WHAT IS EXPECTED:
Copy each line from the records below in which the word "them" is found.

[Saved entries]
━━━━━━

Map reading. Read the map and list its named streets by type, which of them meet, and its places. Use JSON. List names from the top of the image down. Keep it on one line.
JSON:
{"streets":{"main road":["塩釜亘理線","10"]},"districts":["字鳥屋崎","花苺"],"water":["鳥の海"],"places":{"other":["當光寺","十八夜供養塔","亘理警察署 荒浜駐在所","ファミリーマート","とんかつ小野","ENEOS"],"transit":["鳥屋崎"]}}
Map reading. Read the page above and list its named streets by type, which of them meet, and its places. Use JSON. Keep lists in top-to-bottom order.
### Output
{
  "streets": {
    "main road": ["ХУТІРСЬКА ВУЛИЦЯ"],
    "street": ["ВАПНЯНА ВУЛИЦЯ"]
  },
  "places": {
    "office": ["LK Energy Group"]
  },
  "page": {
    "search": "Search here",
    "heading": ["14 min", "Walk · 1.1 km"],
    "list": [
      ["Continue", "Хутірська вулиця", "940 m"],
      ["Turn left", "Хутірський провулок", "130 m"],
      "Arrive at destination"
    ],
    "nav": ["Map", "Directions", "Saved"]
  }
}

━━━━━━

RESPONSE FOR THIS EXERCISE:
Map reading. Read the map and list its named streets by type, which of them meet, and its places. Use JSON. List names from the top of the image down. Keep it on one line.
Map reading. Read the page above and list its named streets by type, which of them meet, and its places. Use JSON. Keep lists in top-to-bottom order.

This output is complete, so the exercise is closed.